We also examined calbindin levels in the septa of DBH-BDNF transgenic mice, knowing that the LC, which overexpresses BDNF in these animals (Fawcett et al., 1998), projects through the MFB into the septal region (Jakab and Leranth, 1995). Western blot replicas from the septa of two separate control and transgenic animals show increased calbindin expression (Fig. 4b), suggesting that overexpression of BDNF in specific noradrenergic neurons increases calbindin expression in target tissues.

In a second series of experiments, we used 6-OHDA to lesion ascending catecholaminergic axons coursing through the MFB. We reasoned that if BDNF transported anterogradely in catecholaminergic axons is important for the regulation of calbindin in postsynaptic neurons, then removal of BDNF-containing axons in the lateral septum would result in a decrease in calbindin expression. Unilateral injections of 6-OHDA, which destroys catecholaminergic axons and neurons (Ungerstedt, 1968), were made into the MFB of adult rats. Four to six weeks after 6-OHDA injection, individual septa were dissected and separated into lesioned and unlesioned sides. Equal amounts of lysate were loaded from lesioned and nonlesioned septa, as determined by tubulin measurements (Fig. 4C, top panel). Figure 4C (middle panel) shows the almost complete absence of TH immunoreactivity in the lesioned septa, confirming that the lesion successfully disrupted afferent catecholaminergic input to the septum. Figure 4C (bottom panel) shows a significant reduction, but not complete loss, of calbindin expression on the lesioned side compared with the control side (Fig. 4C, bottom panel). Densitometry scans, normalizing calbindin levels to tubulin, were done for both the lesioned and nonlesioned sides from three separate animals. Data revealed a 36 ± 6% (p < 0.01; n = 3) reduction in calbindin after 6-OHDA lesion (Fig. 4D). Thus, removal of catecholaminergic axons leads to a loss in calbindin expression in the septum.

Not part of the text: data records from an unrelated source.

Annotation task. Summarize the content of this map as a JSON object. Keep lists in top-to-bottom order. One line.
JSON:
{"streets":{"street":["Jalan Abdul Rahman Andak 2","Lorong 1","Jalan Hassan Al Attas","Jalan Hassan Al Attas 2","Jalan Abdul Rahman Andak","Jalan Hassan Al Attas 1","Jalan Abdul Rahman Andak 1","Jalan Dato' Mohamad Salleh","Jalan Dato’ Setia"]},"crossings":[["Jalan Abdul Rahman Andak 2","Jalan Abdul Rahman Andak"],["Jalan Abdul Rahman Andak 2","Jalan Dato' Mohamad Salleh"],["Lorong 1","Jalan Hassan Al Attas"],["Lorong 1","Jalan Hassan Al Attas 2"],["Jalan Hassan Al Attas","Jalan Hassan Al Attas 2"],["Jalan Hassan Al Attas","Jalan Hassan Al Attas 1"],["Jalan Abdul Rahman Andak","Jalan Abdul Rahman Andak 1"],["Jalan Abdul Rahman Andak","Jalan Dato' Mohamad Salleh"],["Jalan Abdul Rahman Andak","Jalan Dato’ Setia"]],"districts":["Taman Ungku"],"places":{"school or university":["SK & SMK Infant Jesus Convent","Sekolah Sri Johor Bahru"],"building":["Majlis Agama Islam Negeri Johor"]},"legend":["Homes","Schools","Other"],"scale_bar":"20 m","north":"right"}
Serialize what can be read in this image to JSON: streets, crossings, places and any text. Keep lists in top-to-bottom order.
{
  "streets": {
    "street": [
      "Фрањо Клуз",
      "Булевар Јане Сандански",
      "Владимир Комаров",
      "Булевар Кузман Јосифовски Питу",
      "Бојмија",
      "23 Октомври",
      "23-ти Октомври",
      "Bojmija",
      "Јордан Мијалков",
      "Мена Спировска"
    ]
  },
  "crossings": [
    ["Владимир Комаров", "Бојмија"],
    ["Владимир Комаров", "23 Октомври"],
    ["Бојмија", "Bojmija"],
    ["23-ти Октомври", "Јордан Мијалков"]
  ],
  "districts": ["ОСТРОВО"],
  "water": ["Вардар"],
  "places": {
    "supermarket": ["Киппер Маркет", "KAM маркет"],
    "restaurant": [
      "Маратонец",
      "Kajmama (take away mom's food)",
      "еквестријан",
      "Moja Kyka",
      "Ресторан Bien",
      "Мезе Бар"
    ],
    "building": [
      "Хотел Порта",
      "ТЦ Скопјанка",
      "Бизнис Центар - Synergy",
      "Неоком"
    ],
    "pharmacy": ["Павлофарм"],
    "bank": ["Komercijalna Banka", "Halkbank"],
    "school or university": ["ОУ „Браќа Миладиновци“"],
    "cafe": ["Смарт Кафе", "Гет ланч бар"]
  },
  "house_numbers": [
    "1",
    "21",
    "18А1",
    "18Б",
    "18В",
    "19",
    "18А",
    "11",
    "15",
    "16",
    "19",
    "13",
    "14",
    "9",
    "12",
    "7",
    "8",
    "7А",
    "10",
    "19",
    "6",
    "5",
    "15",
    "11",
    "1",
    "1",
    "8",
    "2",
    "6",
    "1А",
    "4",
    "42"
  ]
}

To determine whether loss of TH fibers also lead to a loss in BDNF immunoreactivity in the lateral septum, we turned to double immunocytochemistry. Reductions in staining for TH (Fig. 4E, top panels) and BDNF (Fig. 4E, bottom panels) were evident on the lesioned versus control sides. Not all BDNF immunoreactivity disappeared on the lesioned side, suggesting that there are other sources of BDNF protein into the lateral septum that were not affected by the 6-OHDA lesion. Thus, loss of catecholaminergic afferent nerve fibers lead to a loss of BDNF immunoreactivity in the lateral septum.

BDNF promotes calbindin synthesis in cultured septal neurons

Although our in vivo results suggest that BDNF in presynaptic neurons regulates calbindin levels in postsynaptic cells, we cannot rule out an indirect effect of BDNF nor the possibility that catecholamines themselves influence calbindin levels. To determine whether BDNF directly affects calbindin levels in septal neurons, we established cultures of septal neurons from E16-E17 rat embryos and incubated them in medium with or without BDNF. Two days after plating, 50 ng/ml BDNF was added and replenished every other day, for up to 5 d. Western blot analysis of cell lysates (Fig. 5A) revealed significant increases in calbindin expression in cultures treated with BDNF. This effect was dose-dependent (data not shown) within the ranges reported for the effects of BDNF on cultured hippocampal neurons (Ip et al., 1993).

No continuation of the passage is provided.